(Collected data entries)
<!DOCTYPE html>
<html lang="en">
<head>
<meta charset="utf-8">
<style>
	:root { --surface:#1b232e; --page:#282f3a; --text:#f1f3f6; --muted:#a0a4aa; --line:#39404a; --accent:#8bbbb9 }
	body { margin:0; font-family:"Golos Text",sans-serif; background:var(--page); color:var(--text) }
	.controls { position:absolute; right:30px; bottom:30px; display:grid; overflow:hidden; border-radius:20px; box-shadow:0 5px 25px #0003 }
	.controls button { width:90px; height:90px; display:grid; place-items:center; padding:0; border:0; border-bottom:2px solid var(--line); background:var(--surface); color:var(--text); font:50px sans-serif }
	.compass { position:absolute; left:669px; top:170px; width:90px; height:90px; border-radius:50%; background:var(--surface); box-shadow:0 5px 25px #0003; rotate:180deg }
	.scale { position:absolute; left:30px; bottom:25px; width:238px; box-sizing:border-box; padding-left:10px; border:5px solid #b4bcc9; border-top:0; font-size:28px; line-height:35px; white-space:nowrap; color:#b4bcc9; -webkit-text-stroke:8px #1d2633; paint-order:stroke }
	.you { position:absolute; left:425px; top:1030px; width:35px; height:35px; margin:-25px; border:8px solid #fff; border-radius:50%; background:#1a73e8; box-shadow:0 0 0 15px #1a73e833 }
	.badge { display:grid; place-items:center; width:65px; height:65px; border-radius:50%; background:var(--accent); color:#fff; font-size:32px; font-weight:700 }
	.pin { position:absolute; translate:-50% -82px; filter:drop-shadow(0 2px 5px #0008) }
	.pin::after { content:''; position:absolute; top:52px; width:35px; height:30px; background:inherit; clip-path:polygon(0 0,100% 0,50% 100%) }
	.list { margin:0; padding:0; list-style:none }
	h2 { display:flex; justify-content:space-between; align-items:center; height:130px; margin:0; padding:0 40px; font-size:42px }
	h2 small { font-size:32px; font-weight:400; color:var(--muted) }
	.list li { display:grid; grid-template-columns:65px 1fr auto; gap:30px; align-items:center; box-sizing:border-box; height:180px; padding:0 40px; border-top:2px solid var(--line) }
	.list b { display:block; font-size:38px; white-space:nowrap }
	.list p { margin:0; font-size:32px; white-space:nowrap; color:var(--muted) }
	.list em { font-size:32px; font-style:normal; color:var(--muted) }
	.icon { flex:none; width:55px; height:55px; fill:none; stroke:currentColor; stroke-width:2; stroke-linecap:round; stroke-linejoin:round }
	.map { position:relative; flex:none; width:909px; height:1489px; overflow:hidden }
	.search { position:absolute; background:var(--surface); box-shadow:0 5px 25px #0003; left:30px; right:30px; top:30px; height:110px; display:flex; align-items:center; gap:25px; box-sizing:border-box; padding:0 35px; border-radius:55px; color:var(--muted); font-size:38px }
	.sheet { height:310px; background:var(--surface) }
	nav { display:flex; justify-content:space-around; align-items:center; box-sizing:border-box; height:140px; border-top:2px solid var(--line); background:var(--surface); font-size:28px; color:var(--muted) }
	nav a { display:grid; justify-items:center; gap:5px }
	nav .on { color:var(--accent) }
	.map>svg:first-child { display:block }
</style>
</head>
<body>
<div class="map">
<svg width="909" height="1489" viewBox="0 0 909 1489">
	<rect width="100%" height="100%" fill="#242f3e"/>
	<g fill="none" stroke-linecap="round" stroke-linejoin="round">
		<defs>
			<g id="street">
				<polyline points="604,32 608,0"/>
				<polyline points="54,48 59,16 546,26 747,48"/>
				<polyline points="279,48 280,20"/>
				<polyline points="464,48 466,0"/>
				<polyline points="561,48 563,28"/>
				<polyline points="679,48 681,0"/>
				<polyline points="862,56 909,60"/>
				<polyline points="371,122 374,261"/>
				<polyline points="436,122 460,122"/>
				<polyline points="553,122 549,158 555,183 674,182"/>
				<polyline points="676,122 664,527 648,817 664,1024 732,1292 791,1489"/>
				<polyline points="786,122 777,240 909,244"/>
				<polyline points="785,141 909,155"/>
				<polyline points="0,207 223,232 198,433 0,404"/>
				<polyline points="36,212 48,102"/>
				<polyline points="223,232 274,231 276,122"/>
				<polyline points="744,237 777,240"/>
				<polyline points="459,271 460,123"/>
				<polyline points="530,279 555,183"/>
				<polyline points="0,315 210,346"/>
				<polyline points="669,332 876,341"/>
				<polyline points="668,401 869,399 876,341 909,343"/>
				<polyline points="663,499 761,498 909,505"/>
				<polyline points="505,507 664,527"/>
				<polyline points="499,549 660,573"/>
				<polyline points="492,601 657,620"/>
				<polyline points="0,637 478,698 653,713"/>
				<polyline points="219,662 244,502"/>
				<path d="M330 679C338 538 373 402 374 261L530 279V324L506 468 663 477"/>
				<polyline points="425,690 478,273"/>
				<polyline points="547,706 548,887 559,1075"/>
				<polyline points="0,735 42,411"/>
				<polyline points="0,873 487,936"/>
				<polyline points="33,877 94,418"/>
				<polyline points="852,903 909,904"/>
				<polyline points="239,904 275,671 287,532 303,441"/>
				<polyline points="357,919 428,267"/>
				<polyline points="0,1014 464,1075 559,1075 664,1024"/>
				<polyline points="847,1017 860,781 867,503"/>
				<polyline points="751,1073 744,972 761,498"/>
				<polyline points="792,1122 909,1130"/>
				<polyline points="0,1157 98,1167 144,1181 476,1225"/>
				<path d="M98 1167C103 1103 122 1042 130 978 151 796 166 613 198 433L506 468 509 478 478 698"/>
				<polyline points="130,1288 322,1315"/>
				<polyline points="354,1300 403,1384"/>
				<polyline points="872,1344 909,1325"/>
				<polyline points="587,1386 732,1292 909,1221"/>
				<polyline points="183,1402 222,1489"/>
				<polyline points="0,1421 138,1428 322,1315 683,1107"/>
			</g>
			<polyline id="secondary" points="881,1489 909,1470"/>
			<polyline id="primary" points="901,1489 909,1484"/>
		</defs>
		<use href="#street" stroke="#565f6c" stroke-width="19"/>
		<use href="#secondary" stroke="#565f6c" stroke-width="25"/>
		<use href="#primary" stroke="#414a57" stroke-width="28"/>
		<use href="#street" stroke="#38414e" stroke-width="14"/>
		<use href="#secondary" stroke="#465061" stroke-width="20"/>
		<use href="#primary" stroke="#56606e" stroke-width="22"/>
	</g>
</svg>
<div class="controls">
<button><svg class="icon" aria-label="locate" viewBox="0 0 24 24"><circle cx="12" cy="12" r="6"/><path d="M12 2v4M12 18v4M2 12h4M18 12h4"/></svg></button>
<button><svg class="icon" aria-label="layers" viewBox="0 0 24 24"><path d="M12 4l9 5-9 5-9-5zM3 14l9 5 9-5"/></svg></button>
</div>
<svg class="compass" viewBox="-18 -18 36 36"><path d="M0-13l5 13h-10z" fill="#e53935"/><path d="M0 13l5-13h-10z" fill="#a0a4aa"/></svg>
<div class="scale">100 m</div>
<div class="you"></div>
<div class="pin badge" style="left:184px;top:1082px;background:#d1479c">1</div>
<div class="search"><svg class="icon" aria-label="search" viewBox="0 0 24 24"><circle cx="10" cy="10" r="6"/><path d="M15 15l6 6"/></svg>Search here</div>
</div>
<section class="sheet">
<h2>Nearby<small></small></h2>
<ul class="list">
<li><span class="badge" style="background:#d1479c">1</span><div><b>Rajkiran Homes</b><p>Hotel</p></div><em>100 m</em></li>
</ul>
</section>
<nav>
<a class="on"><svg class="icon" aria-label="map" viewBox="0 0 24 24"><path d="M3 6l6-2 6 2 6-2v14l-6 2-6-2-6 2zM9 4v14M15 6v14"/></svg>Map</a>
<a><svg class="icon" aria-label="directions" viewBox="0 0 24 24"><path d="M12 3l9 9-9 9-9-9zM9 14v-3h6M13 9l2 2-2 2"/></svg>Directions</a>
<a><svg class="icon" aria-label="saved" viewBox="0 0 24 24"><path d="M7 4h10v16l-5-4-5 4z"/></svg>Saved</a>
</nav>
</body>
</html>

## Work order:
Working from the entries above, filter out every line that lacks "compass" and copy what remains.

## Written reply:
	.compass { position:absolute; left:669px; top:170px; width:90px; height:90px; border-radius:50%; background:var(--surface); box-shadow:0 5px 25px #0003; rotate:180deg }
<svg class="compass" viewBox="-18 -18 36 36"><path d="M0-13l5 13h-10z" fill="#e53935"/><path d="M0 13l5-13h-10z" fill="#a0a4aa"/></svg>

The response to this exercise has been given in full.